### TASK REQUIREMENTS
All lines of the following material must be written out exactly as they appear.

### DATA IN THIS EXERCISE

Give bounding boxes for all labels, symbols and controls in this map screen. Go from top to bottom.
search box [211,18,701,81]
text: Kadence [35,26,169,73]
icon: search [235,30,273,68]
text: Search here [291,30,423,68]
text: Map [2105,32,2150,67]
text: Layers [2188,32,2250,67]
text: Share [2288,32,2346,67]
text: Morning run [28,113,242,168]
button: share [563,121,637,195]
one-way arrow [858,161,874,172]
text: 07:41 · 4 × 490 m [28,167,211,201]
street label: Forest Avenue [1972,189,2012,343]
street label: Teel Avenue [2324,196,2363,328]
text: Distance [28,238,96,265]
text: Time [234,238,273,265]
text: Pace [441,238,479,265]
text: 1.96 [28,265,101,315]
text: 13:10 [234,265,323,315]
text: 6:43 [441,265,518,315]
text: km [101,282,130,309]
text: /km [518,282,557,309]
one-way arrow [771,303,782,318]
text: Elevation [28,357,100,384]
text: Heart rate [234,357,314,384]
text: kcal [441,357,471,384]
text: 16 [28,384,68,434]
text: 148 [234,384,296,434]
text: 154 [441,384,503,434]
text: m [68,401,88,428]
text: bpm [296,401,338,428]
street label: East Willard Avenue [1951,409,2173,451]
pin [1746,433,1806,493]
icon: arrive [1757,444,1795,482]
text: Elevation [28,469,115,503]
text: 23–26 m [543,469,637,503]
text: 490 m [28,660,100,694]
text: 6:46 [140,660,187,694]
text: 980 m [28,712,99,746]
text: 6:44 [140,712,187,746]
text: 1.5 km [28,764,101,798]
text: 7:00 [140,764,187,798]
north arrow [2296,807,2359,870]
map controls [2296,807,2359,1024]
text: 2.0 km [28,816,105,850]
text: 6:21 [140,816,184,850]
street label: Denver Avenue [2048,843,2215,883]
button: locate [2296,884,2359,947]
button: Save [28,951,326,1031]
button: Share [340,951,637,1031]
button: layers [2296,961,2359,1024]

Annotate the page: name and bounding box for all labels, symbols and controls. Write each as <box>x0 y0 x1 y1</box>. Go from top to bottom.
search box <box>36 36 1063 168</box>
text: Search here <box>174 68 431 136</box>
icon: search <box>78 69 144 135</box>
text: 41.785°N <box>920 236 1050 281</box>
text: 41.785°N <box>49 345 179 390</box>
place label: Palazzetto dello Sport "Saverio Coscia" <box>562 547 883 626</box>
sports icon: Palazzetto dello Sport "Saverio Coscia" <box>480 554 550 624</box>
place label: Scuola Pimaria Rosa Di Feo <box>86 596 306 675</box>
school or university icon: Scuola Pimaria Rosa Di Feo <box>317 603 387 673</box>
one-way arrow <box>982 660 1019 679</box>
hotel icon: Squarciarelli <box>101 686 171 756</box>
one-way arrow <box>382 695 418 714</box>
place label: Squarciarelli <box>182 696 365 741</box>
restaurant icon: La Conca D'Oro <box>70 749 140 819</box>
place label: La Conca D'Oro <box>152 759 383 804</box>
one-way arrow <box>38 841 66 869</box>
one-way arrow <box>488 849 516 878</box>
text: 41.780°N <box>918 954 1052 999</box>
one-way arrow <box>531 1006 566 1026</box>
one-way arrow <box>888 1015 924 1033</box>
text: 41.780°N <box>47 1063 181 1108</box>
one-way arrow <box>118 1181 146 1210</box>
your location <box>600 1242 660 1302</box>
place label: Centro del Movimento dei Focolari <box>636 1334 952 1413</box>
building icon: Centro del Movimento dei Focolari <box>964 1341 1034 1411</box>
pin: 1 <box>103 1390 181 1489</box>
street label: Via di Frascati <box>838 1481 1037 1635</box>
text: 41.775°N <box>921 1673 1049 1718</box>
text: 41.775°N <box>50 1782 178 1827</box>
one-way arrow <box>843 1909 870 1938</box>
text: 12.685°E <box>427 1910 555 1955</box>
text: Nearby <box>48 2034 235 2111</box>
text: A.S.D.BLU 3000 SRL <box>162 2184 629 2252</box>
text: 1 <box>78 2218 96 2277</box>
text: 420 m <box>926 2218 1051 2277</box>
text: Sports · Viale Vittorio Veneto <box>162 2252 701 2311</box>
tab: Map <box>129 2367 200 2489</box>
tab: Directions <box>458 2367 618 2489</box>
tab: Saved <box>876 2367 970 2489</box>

### RESPONSE AREA
Give bounding boxes for all labels, symbols and controls in this map screen. Go from top to bottom.
search box [211,18,701,81]
text: Kadence [35,26,169,73]
icon: search [235,30,273,68]
text: Search here [291,30,423,68]
text: Map [2105,32,2150,67]
text: Layers [2188,32,2250,67]
text: Share [2288,32,2346,67]
text: Morning run [28,113,242,168]
button: share [563,121,637,195]
one-way arrow [858,161,874,172]
text: 07:41 · 4 × 490 m [28,167,211,201]
street label: Forest Avenue [1972,189,2012,343]
street label: Teel Avenue [2324,196,2363,328]
text: Distance [28,238,96,265]
text: Time [234,238,273,265]
text: Pace [441,238,479,265]
text: 1.96 [28,265,101,315]
text: 13:10 [234,265,323,315]
text: 6:43 [441,265,518,315]
text: km [101,282,130,309]
text: /km [518,282,557,309]
one-way arrow [771,303,782,318]
text: Elevation [28,357,100,384]
text: Heart rate [234,357,314,384]
text: kcal [441,357,471,384]
text: 16 [28,384,68,434]
text: 148 [234,384,296,434]
text: 154 [441,384,503,434]
text: m [68,401,88,428]
text: bpm [296,401,338,428]
street label: East Willard Avenue [1951,409,2173,451]
pin [1746,433,1806,493]
icon: arrive [1757,444,1795,482]
text: Elevation [28,469,115,503]
text: 23–26 m [543,469,637,503]
text: 490 m [28,660,100,694]
text: 6:46 [140,660,187,694]
text: 980 m [28,712,99,746]
text: 6:44 [140,712,187,746]
text: 1.5 km [28,764,101,798]
text: 7:00 [140,764,187,798]
north arrow [2296,807,2359,870]
map controls [2296,807,2359,1024]
text: 2.0 km [28,816,105,850]
text: 6:21 [140,816,184,850]
street label: Denver Avenue [2048,843,2215,883]
button: locate [2296,884,2359,947]
button: Save [28,951,326,1031]
button: Share [340,951,637,1031]
button: layers [2296,961,2359,1024]

Annotate the page: name and bounding box for all labels, symbols and controls. Write each as <box>x0 y0 x1 y1</box>. Go from top to bottom.
search box <box>36 36 1063 168</box>
text: Search here <box>174 68 431 136</box>
icon: search <box>78 69 144 135</box>
text: 41.785°N <box>920 236 1050 281</box>
text: 41.785°N <box>49 345 179 390</box>
place label: Palazzetto dello Sport "Saverio Coscia" <box>562 547 883 626</box>
sports icon: Palazzetto dello Sport "Saverio Coscia" <box>480 554 550 624</box>
place label: Scuola Pimaria Rosa Di Feo <box>86 596 306 675</box>
school or university icon: Scuola Pimaria Rosa Di Feo <box>317 603 387 673</box>
one-way arrow <box>982 660 1019 679</box>
hotel icon: Squarciarelli <box>101 686 171 756</box>
one-way arrow <box>382 695 418 714</box>
place label: Squarciarelli <box>182 696 365 741</box>
restaurant icon: La Conca D'Oro <box>70 749 140 819</box>
place label: La Conca D'Oro <box>152 759 383 804</box>
one-way arrow <box>38 841 66 869</box>
one-way arrow <box>488 849 516 878</box>
text: 41.780°N <box>918 954 1052 999</box>
one-way arrow <box>531 1006 566 1026</box>
one-way arrow <box>888 1015 924 1033</box>
text: 41.780°N <box>47 1063 181 1108</box>
one-way arrow <box>118 1181 146 1210</box>
your location <box>600 1242 660 1302</box>
place label: Centro del Movimento dei Focolari <box>636 1334 952 1413</box>
building icon: Centro del Movimento dei Focolari <box>964 1341 1034 1411</box>
pin: 1 <box>103 1390 181 1489</box>
street label: Via di Frascati <box>838 1481 1037 1635</box>
text: 41.775°N <box>921 1673 1049 1718</box>
text: 41.775°N <box>50 1782 178 1827</box>
one-way arrow <box>843 1909 870 1938</box>
text: 12.685°E <box>427 1910 555 1955</box>
text: Nearby <box>48 2034 235 2111</box>
text: A.S.D.BLU 3000 SRL <box>162 2184 629 2252</box>
text: 1 <box>78 2218 96 2277</box>
text: 420 m <box>926 2218 1051 2277</box>
text: Sports · Viale Vittorio Veneto <box>162 2252 701 2311</box>
tab: Map <box>129 2367 200 2489</box>
tab: Directions <box>458 2367 618 2489</box>
tab: Saved <box>876 2367 970 2489</box>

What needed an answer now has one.